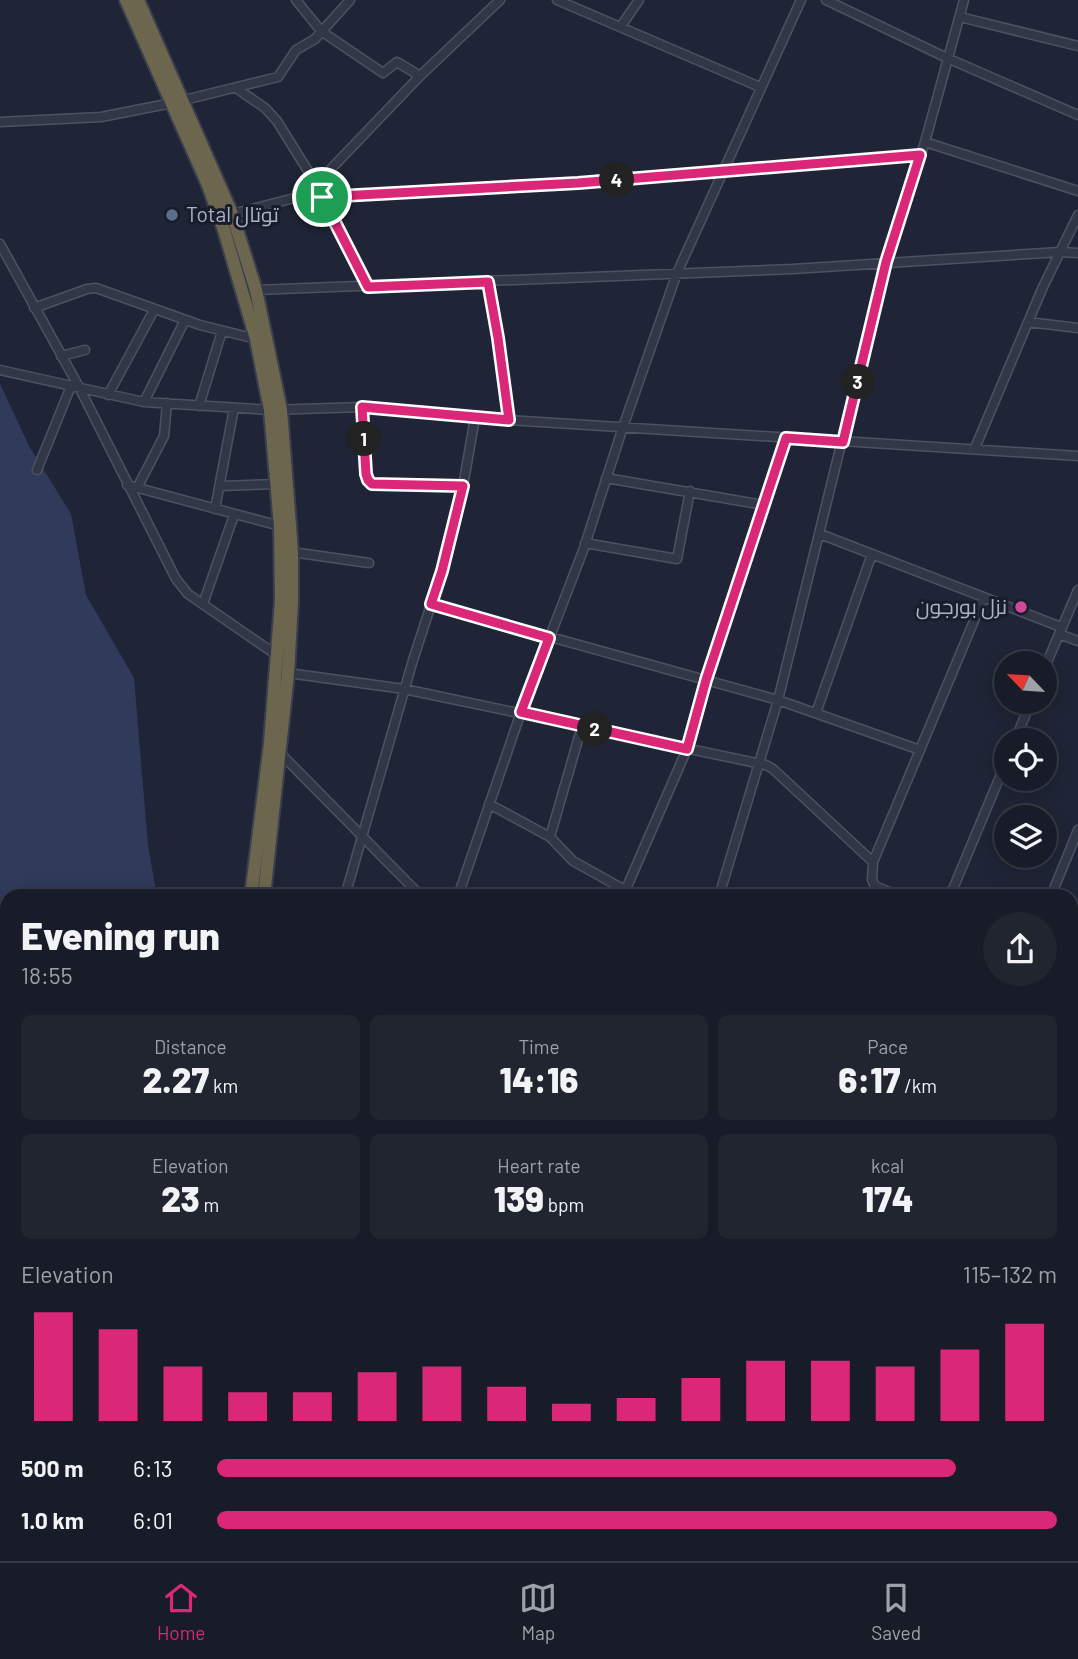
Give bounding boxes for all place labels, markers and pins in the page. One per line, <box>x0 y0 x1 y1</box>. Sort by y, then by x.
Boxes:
pin: 4 <box>600 162 634 198</box>
pin <box>292 167 352 227</box>
place label: Total توتال <box>186 201 279 228</box>
marker: Total توتال <box>164 207 180 223</box>
pin: 3 <box>840 364 876 400</box>
pin: 1 <box>346 422 382 457</box>
place label: نزل بورجون <box>916 593 1007 620</box>
marker: نزل بورجون <box>1013 599 1029 615</box>
pin: 2 <box>578 712 612 746</box>

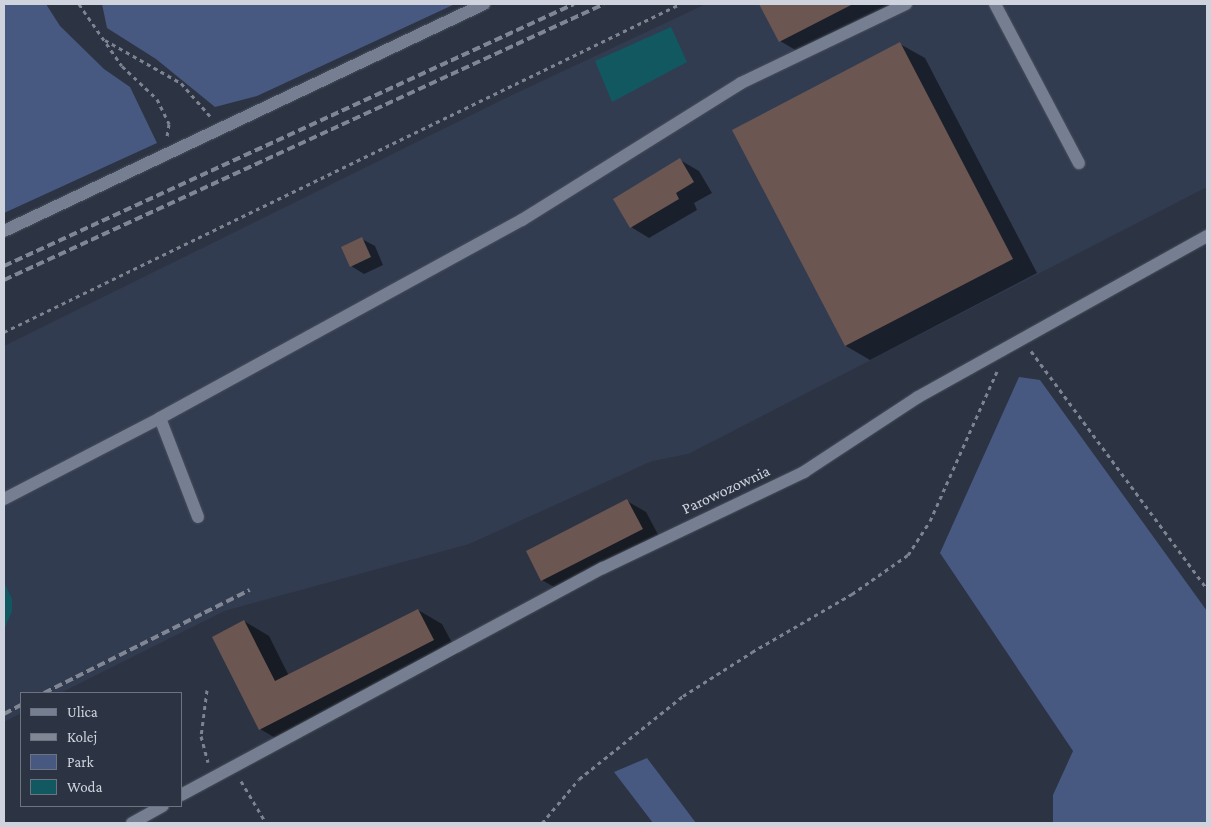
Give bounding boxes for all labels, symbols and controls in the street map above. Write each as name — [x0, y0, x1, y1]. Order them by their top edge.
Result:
street label: Parowozownia — [679, 461, 773, 519]
legend — [20, 692, 182, 807]
text: Ulica — [67, 704, 98, 720]
text: Kolej — [67, 729, 97, 745]
text: Park — [67, 754, 94, 770]
text: Woda — [67, 779, 102, 795]

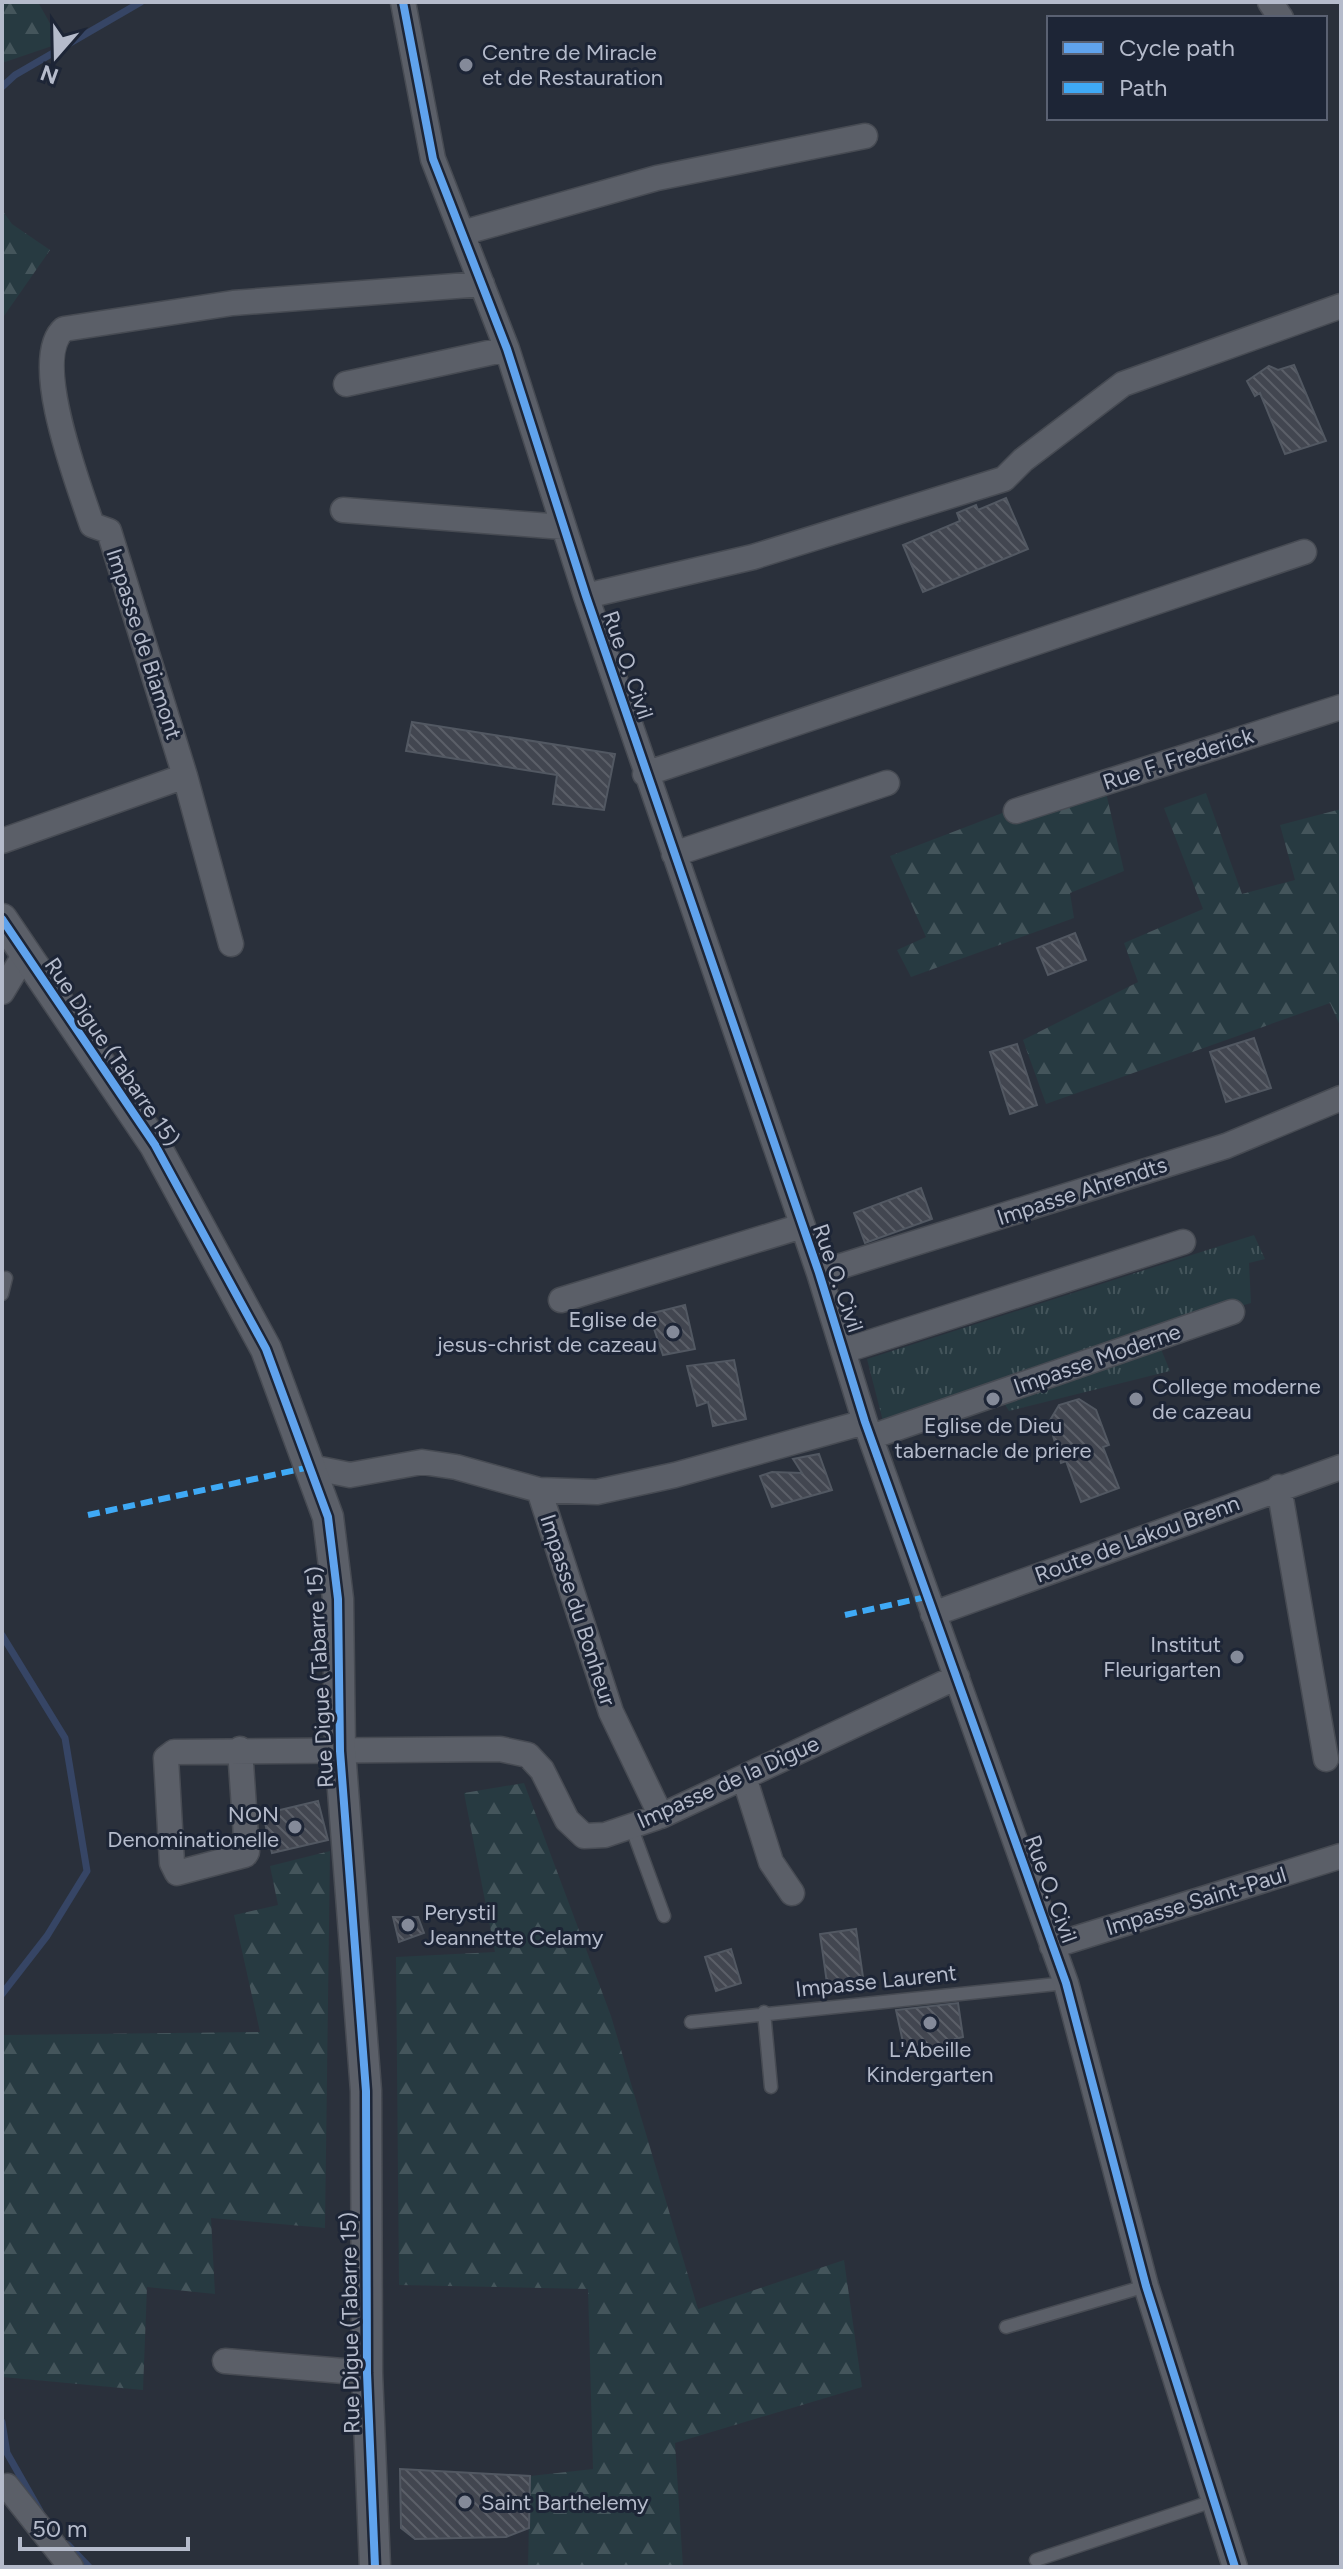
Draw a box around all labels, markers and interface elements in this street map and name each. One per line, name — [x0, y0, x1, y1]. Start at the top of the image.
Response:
north arrow — [16, 16, 96, 96]
legend — [1047, 16, 1327, 120]
text: Cycle path — [1119, 33, 1235, 62]
place label: Centre de Miracle et de Restauration — [482, 39, 663, 91]
marker: Centre de Miracle et de Restauration — [457, 56, 475, 74]
text: N — [37, 59, 62, 90]
text: Path — [1119, 73, 1167, 102]
street label: Impasse de Biamont — [100, 545, 188, 743]
street label: Rue O. Civil — [597, 607, 659, 723]
street label: Rue F. Frederick — [1099, 722, 1257, 796]
street label: Rue Digue (Tabarre 15) — [39, 952, 185, 1152]
street label: Impasse Ahrendts — [994, 1151, 1170, 1231]
street label: Rue O. Civil — [807, 1220, 869, 1336]
place label: Eglise de jesus-christ de cazeau — [435, 1306, 657, 1358]
street label: Impasse Moderne — [1010, 1318, 1184, 1400]
marker: Eglise de jesus-christ de cazeau — [664, 1323, 682, 1341]
place label: College moderne de cazeau — [1152, 1373, 1321, 1425]
marker: Eglise de Dieu tabernacle de priere — [984, 1390, 1002, 1408]
marker: College moderne de cazeau — [1127, 1390, 1145, 1408]
place label: Eglise de Dieu tabernacle de priere — [895, 1412, 1091, 1464]
street label: Route de Lakou Brenn — [1031, 1489, 1243, 1589]
street label: Impasse du Bonheur — [534, 1511, 622, 1710]
street label: Rue Digue (Tabarre 15) — [301, 1565, 339, 1789]
place label: Institut Fleurigarten — [1103, 1631, 1221, 1683]
marker: Institut Fleurigarten — [1228, 1648, 1246, 1666]
street label: Impasse de la Digue — [633, 1730, 823, 1834]
place label: NON Denominationelle — [107, 1801, 279, 1853]
marker: NON Denominationelle — [286, 1818, 304, 1836]
street label: Rue O. Civil — [1019, 1831, 1083, 1947]
street label: Impasse Saint-Paul — [1102, 1861, 1290, 1941]
place label: Perystil Jeannette Celamy — [424, 1899, 604, 1951]
marker: Perystil Jeannette Celamy — [399, 1916, 417, 1934]
street label: Impasse Laurent — [794, 1959, 958, 2003]
marker: L'Abeille Kindergarten — [921, 2014, 939, 2032]
place label: L'Abeille Kindergarten — [866, 2036, 994, 2088]
street label: Rue Digue (Tabarre 15) — [335, 2212, 365, 2434]
place label: Saint Barthelemy — [481, 2489, 649, 2516]
marker: Saint Barthelemy — [456, 2493, 474, 2511]
scale bar — [20, 2501, 188, 2551]
text: 50 m — [32, 2514, 88, 2543]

> Problem
Copy out all lines from the records where the word "each" appears.

> Task solution
Give bounding boxes for all labels, symbols and controls in the street map above. Write each as name — [x0, y0, x1, y1]. Order them by their top edge.
Draw a box around all labels, markers and interface elements in this street map and name each. One per line, name — [x0, y0, x1, y1]. Start at the top of the image.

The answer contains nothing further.